CIHA Story Gathering
Organization and community: Cook Inlet Housing Authority (Anchorage, AK)
Cook Inlet Housing Authority’s storytelling collaboration with Ping Chong + Company solidified that the organization was making a serious commitment to the Dena’ina (Alaska Natives of the Cook Inlet region) oral tradition of storytelling, and its importance in the culture of Anchorage and Alaska. Through the project, staff members learned how to both collect stories and conduct story circles as a part of a shift in their organizational culture. Cook Inlet Housing Authority thought about how to share these collected stories as a way to foster a better understanding of their work and the impacts of community and affordable housing development. They landed on creating a podcast, “Pilot Bread”, as the perfect vehicle for the resulting work. Pilot bread is a staple food found throughout Alaska and is a metaphor for the sharing of food and story that is prevalent, from village to village, in Alaska Native culture. The podcast is currently in production, with the first ten episodes due to be released in late 2020.

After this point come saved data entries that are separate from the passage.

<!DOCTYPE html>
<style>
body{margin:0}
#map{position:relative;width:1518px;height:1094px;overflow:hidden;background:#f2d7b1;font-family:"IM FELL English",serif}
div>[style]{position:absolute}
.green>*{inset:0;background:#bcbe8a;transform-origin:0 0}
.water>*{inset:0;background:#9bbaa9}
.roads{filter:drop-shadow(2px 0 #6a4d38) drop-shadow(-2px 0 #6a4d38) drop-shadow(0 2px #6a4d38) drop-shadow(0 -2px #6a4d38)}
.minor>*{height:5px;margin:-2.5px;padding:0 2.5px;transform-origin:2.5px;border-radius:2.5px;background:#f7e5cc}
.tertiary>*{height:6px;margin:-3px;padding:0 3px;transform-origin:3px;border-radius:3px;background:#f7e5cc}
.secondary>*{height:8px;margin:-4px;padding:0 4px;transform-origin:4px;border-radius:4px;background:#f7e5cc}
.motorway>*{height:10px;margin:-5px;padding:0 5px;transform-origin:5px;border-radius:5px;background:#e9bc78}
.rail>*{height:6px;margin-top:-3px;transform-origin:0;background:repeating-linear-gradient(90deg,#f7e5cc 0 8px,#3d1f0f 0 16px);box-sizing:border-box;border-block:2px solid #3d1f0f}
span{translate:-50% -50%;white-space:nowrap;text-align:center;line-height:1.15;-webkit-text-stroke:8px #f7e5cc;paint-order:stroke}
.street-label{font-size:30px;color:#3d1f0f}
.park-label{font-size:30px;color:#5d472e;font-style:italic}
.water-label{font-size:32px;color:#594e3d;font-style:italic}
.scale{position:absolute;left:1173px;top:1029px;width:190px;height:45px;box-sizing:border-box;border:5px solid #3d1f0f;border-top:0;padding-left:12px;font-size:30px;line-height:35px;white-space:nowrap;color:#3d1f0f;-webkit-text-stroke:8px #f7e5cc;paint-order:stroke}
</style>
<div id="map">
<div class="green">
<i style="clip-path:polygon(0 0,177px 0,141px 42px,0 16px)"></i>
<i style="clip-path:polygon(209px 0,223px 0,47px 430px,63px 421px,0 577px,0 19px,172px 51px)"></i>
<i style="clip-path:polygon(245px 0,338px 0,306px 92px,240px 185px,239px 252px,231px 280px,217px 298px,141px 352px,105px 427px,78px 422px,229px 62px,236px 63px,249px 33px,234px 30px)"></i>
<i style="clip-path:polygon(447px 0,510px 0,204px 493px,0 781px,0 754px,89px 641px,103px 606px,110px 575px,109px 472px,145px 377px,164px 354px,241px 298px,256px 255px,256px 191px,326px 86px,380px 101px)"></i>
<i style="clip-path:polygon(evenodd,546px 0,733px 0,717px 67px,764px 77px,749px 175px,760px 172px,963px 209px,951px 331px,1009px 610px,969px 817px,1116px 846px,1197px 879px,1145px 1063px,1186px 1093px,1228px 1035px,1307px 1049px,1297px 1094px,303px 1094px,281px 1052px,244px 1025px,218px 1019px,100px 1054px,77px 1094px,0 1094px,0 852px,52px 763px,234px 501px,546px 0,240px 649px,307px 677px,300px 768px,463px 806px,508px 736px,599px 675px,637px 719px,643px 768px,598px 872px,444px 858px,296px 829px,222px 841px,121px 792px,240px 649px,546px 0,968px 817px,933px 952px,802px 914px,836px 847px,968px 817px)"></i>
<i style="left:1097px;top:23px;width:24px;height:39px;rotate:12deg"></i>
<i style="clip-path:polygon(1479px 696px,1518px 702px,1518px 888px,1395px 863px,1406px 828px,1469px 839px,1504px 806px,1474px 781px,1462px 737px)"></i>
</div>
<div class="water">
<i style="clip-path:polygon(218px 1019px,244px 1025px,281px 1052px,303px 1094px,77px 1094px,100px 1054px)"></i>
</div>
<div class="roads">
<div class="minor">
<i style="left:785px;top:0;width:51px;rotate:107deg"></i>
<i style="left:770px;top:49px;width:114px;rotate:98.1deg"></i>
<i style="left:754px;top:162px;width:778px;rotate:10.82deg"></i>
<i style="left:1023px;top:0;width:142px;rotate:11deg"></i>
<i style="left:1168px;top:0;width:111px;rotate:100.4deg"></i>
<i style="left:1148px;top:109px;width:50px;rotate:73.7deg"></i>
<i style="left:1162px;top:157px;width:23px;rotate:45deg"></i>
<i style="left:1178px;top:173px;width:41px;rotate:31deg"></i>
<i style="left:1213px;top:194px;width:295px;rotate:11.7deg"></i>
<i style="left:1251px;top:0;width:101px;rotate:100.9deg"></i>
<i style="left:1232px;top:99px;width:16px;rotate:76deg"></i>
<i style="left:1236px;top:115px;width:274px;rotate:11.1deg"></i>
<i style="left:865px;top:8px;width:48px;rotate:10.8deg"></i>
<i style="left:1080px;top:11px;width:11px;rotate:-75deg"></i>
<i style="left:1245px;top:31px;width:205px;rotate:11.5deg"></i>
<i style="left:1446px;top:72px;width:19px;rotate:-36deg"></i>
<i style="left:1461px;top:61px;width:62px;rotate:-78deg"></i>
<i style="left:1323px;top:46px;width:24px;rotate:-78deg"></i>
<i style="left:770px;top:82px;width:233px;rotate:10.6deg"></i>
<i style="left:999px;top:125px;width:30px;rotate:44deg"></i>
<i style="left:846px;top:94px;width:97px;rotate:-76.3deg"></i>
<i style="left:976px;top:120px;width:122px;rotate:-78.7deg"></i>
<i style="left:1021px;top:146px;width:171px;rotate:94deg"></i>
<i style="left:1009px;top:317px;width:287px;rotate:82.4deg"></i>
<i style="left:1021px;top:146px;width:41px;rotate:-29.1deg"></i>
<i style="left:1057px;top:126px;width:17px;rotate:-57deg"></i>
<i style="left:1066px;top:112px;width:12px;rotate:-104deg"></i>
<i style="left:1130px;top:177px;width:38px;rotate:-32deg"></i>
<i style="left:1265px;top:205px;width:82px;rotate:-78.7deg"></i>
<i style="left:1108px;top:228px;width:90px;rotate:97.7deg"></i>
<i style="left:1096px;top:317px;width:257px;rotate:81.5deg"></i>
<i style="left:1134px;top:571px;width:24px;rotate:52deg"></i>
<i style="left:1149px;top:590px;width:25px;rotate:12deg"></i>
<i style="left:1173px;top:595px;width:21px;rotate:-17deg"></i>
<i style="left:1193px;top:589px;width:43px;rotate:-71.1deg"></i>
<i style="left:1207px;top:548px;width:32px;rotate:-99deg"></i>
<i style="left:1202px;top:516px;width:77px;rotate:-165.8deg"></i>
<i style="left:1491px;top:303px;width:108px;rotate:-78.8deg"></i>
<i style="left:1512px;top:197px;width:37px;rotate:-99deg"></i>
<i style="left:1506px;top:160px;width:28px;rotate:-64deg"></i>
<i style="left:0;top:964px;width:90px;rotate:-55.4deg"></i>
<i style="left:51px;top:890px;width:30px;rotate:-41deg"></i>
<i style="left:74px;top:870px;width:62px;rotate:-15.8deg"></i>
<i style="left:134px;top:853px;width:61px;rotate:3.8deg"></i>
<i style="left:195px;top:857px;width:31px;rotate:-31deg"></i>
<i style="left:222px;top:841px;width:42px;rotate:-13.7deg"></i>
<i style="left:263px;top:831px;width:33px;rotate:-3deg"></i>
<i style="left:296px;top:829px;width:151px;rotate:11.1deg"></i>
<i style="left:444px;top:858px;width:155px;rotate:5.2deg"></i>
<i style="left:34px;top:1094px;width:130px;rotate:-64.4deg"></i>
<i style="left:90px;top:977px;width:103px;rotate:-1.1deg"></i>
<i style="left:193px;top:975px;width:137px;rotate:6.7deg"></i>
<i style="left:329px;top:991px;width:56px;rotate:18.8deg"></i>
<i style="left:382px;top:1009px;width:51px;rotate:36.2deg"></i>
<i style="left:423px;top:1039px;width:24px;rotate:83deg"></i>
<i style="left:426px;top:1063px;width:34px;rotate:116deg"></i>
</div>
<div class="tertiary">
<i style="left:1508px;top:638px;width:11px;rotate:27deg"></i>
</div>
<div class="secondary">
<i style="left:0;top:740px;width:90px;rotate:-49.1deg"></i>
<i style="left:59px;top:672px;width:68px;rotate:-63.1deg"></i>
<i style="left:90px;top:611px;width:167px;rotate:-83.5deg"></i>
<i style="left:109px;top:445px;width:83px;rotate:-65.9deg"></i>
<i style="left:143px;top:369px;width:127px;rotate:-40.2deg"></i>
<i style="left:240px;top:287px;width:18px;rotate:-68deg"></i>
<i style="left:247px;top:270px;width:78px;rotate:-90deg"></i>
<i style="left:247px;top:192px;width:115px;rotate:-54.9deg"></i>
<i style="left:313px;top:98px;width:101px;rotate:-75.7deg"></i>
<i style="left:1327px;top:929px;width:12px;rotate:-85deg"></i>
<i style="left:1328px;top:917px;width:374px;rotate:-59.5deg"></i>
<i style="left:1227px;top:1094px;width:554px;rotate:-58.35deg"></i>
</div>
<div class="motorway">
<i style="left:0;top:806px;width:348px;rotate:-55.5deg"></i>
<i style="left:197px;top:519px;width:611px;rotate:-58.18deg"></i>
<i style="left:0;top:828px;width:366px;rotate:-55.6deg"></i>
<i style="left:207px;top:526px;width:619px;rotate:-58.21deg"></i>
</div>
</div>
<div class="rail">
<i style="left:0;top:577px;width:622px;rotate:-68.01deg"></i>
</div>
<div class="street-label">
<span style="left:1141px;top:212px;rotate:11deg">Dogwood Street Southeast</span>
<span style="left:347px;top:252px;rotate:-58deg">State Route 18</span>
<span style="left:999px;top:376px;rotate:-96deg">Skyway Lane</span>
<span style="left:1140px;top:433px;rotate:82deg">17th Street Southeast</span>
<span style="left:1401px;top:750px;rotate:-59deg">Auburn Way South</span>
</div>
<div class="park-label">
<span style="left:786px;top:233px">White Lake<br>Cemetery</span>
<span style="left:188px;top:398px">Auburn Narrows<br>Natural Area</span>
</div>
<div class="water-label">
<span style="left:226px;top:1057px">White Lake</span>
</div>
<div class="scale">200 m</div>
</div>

Cook Inlet Housing was introduced to Ping Chong +Company at an ArtPlace convening and later had the chance to collaborate on a local production in Alaska. In 2018, Cook Inlet Housing Authority co-sponsored (with Bunnell Street Art Center and the Anchorage Concert Association) the production of ALAXSXA|ALASKA, an immersive cross-cultural production for a wide audience that toured large and small communities statewide. The performance weaved puppetry, video, recorded interviews, and yuraq (Yup'ik drum and dance) into a collage of contemporary and historical encounters between Alaska Native communities and newcomers to the state. Rehearsals and a performance were held at the Church of Love during the Alaska Federation of Natives’ 2018 Elders and Youth Conference, followed by a post-show conversation for the Cook Inlet Housing Authority to engage the audience and promote better understanding and community building.